● What you are asked to do
The records below must be output exactly, with no images carried over.

● Saved entries
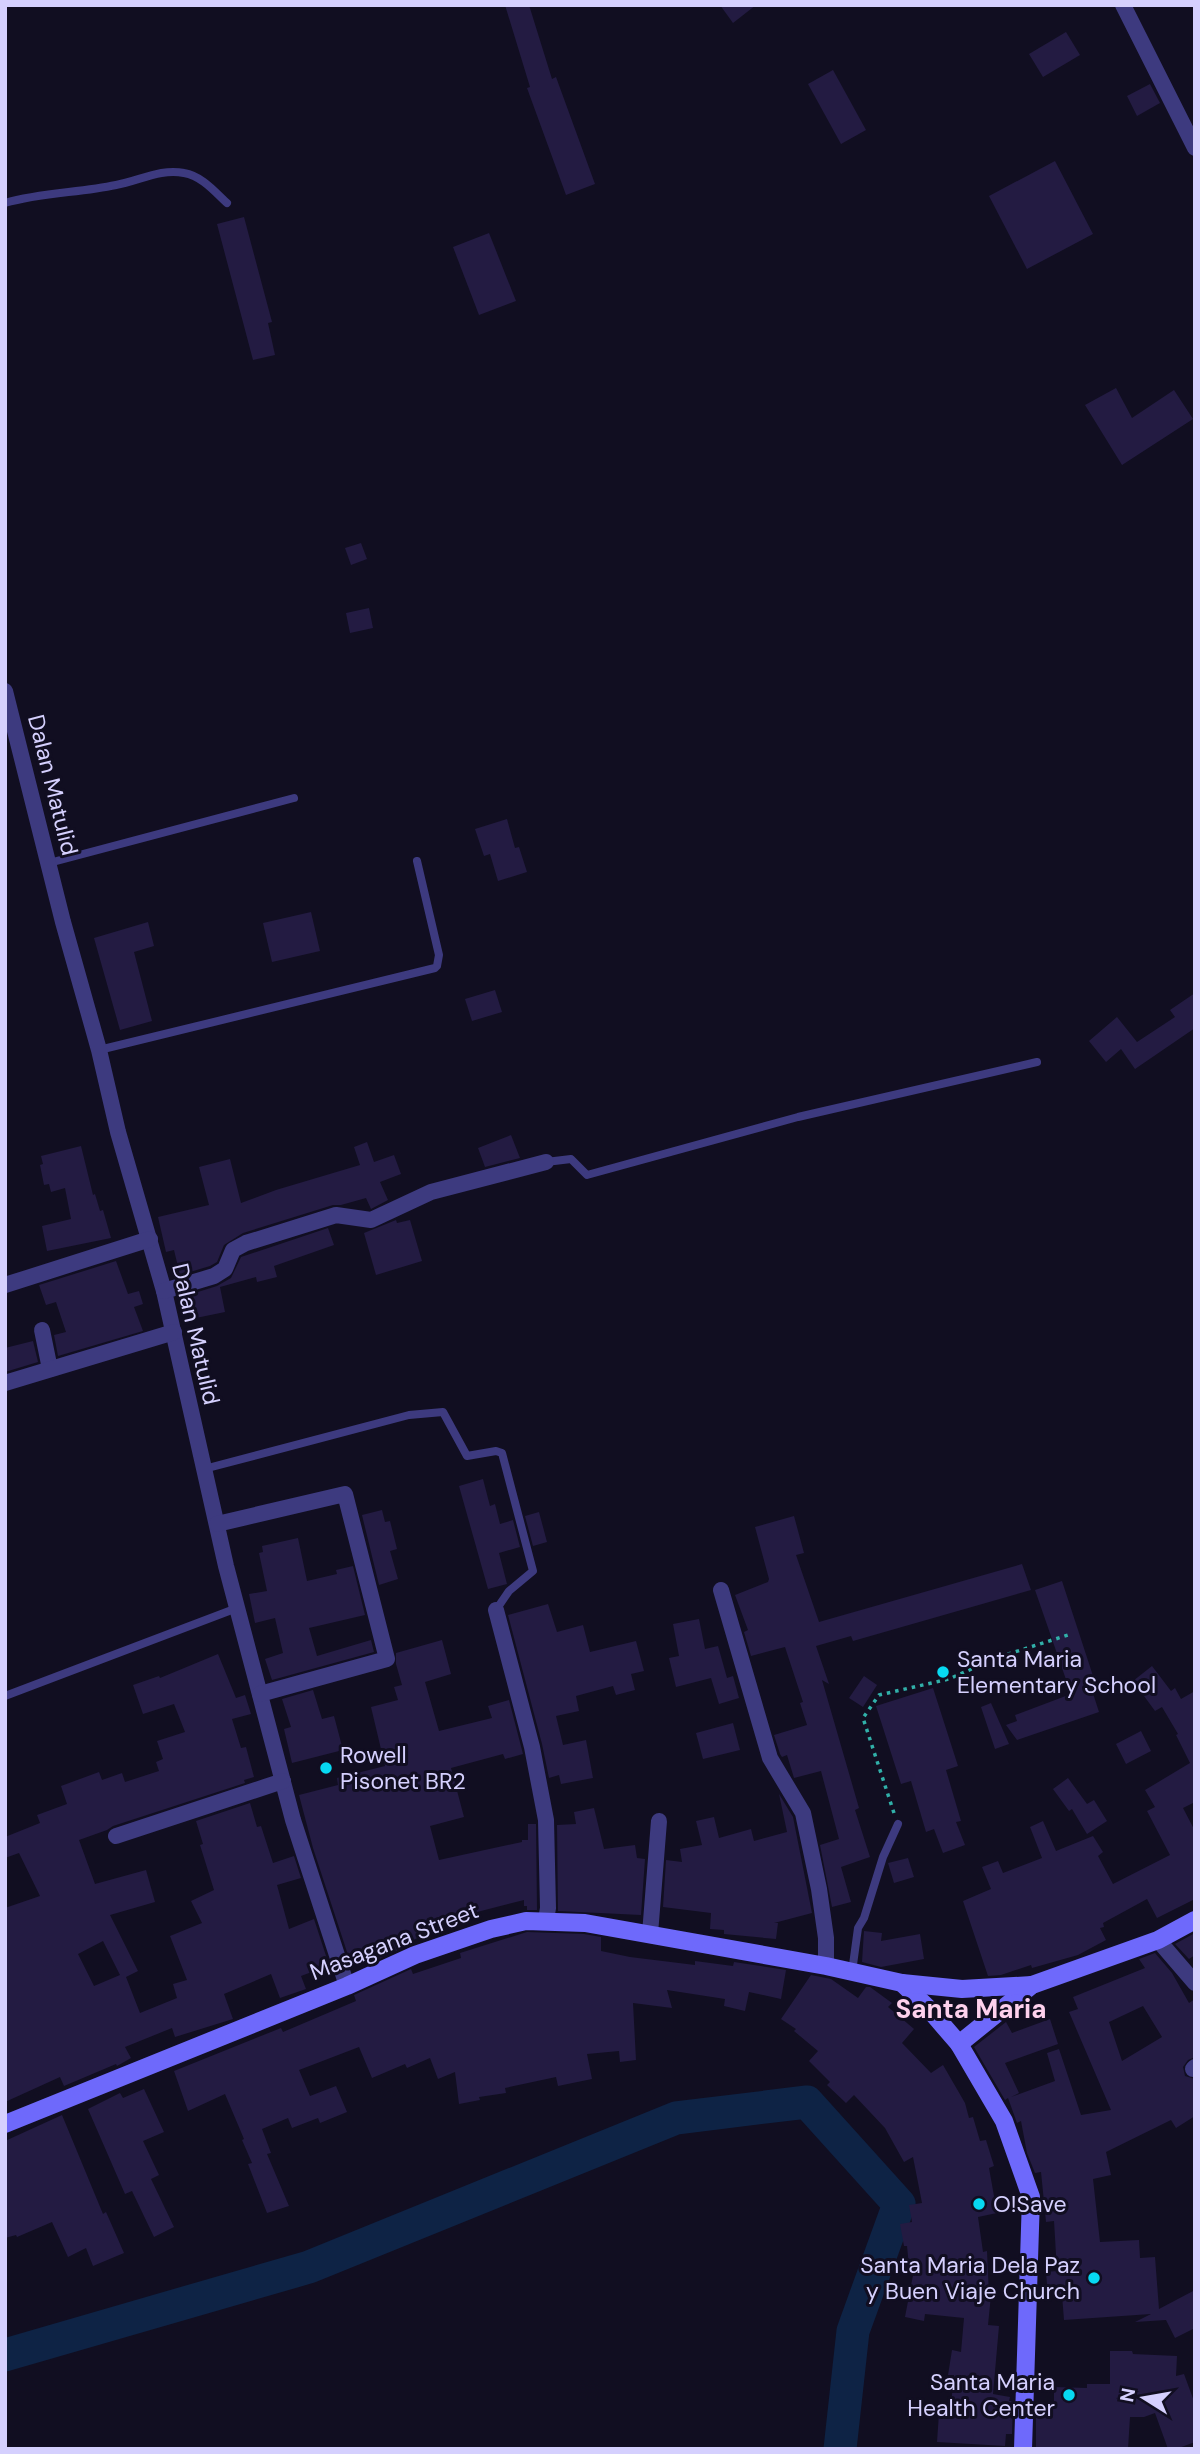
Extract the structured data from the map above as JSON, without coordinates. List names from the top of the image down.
{
  "streets": {
    "street": ["Dalan Matulid", "Masagana Street"]
  },
  "crossings": [
    ["Dalan Matulid", "Masagana Street"]
  ],
  "districts": ["Santa Maria"],
  "places": [
    "Santa Maria Elementary School",
    "Rowell Pisonet BR2",
    "O!Save",
    "Santa Maria Dela Paz y Buen Viaje Church",
    "Santa Maria Health Center"
  ],
  "north": "left"
}
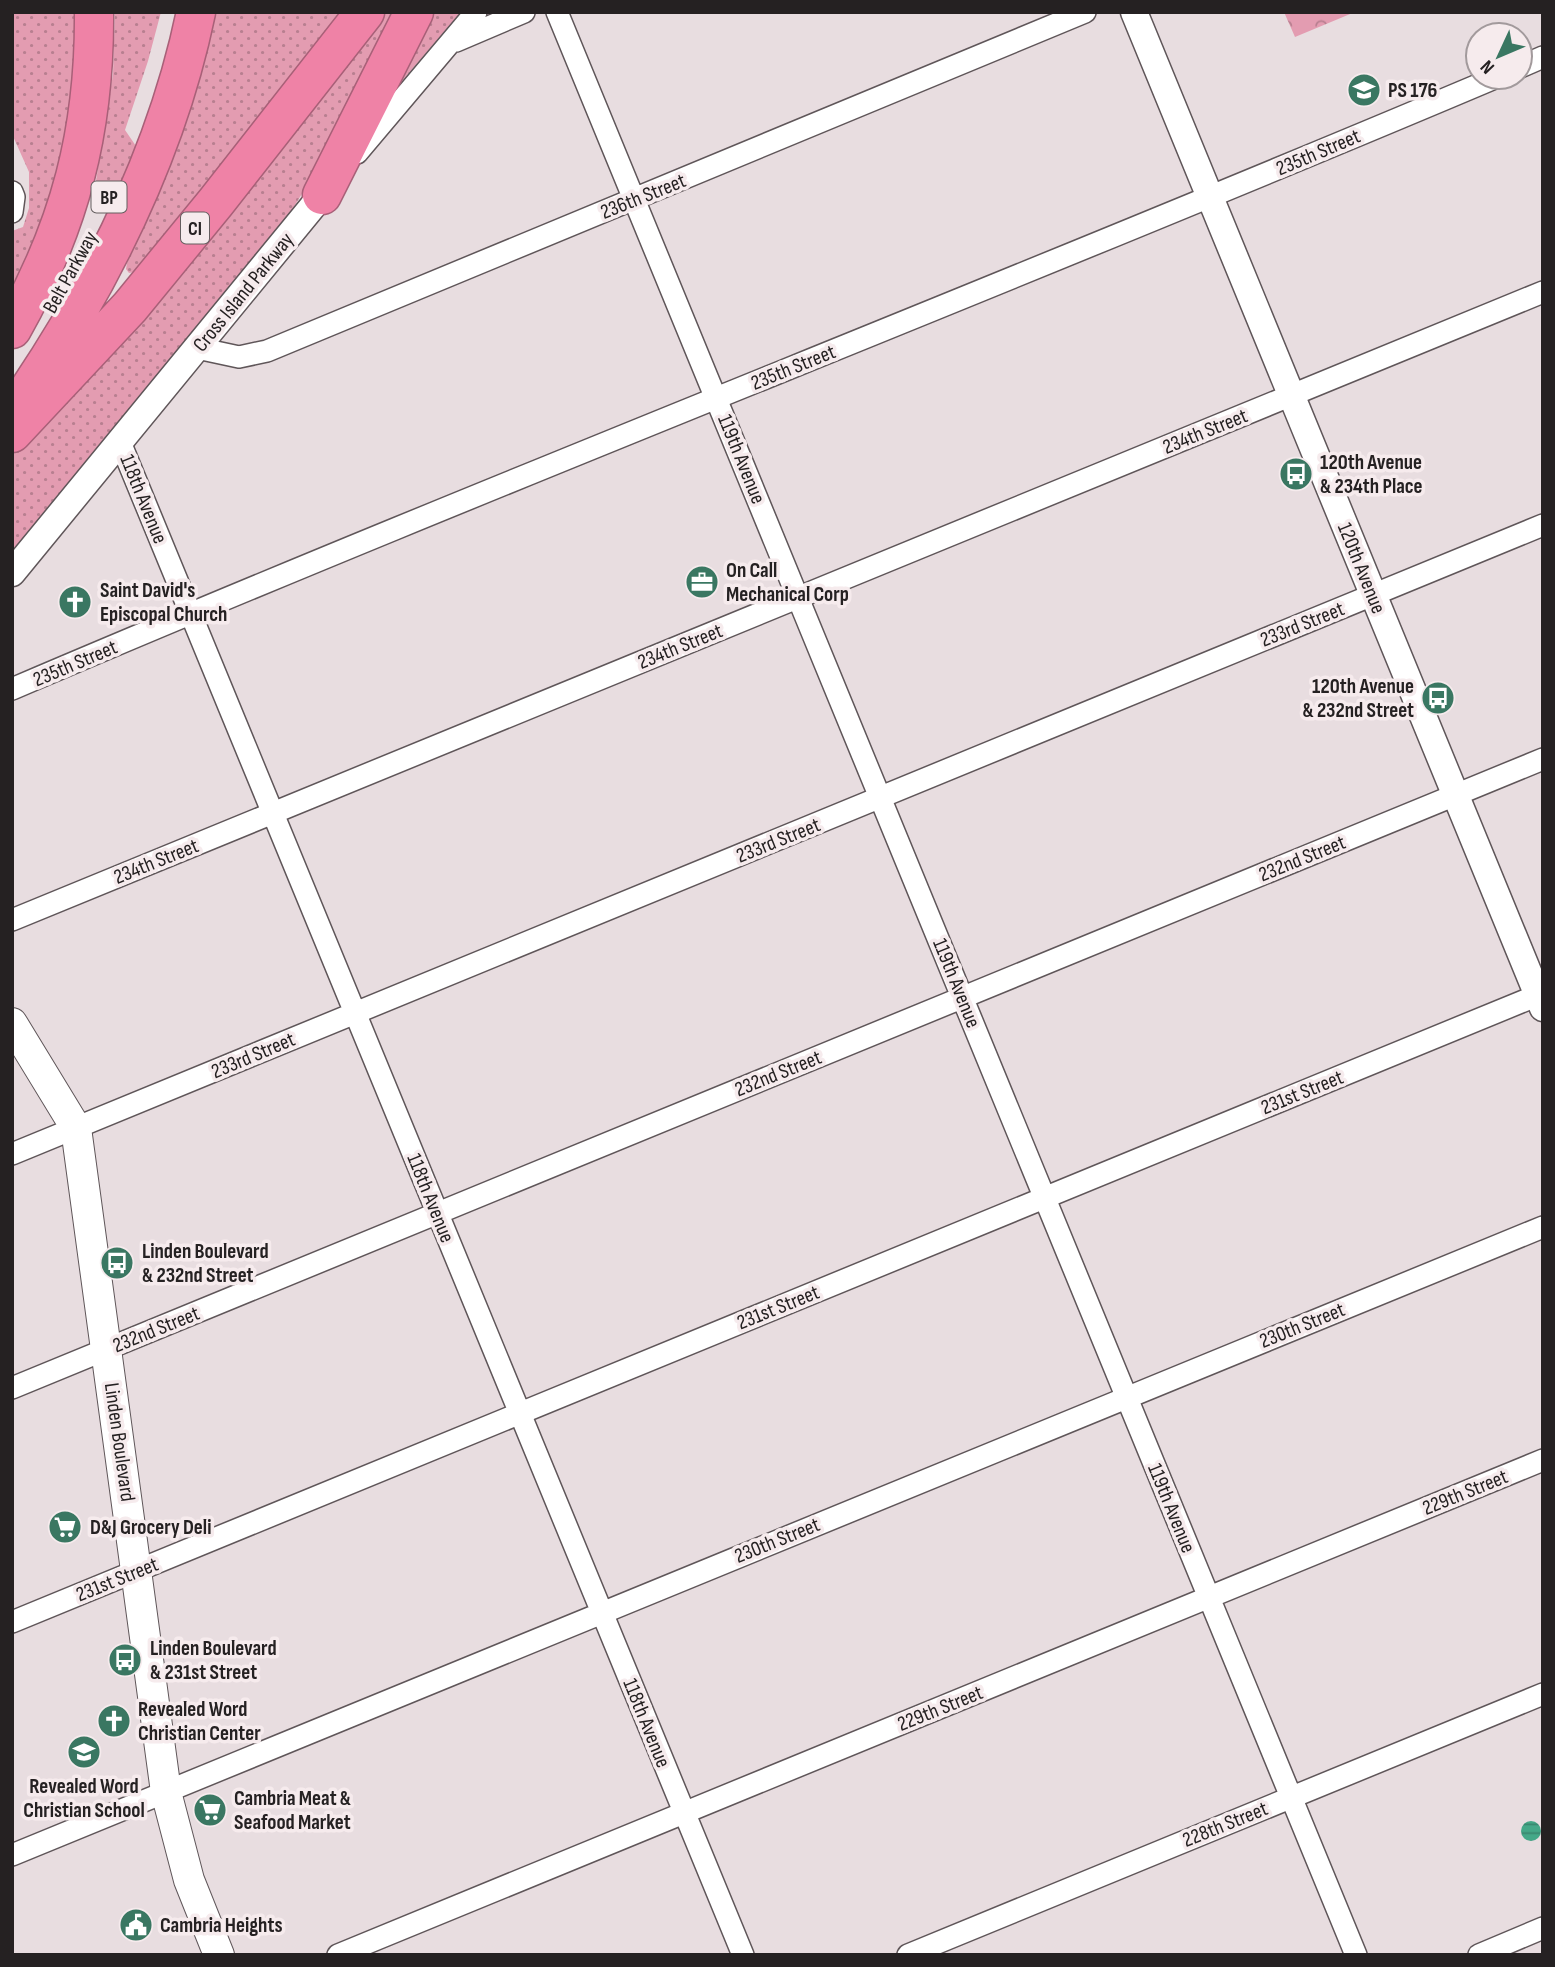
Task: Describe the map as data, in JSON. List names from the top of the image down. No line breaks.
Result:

● Task result
Extract the structured data from the map above as JSON, without coordinates. List names from the top of the image down.
{
  "streets": {
    "street": ["Dalan Matulid", "Masagana Street"]
  },
  "crossings": [
    ["Dalan Matulid", "Masagana Street"]
  ],
  "districts": ["Santa Maria"],
  "places": [
    "Santa Maria Elementary School",
    "Rowell Pisonet BR2",
    "O!Save",
    "Santa Maria Dela Paz y Buen Viaje Church",
    "Santa Maria Health Center"
  ],
  "north": "left"
}
Task: Describe the map as data, in JSON. List names from the top of the image down. No line breaks.
Result:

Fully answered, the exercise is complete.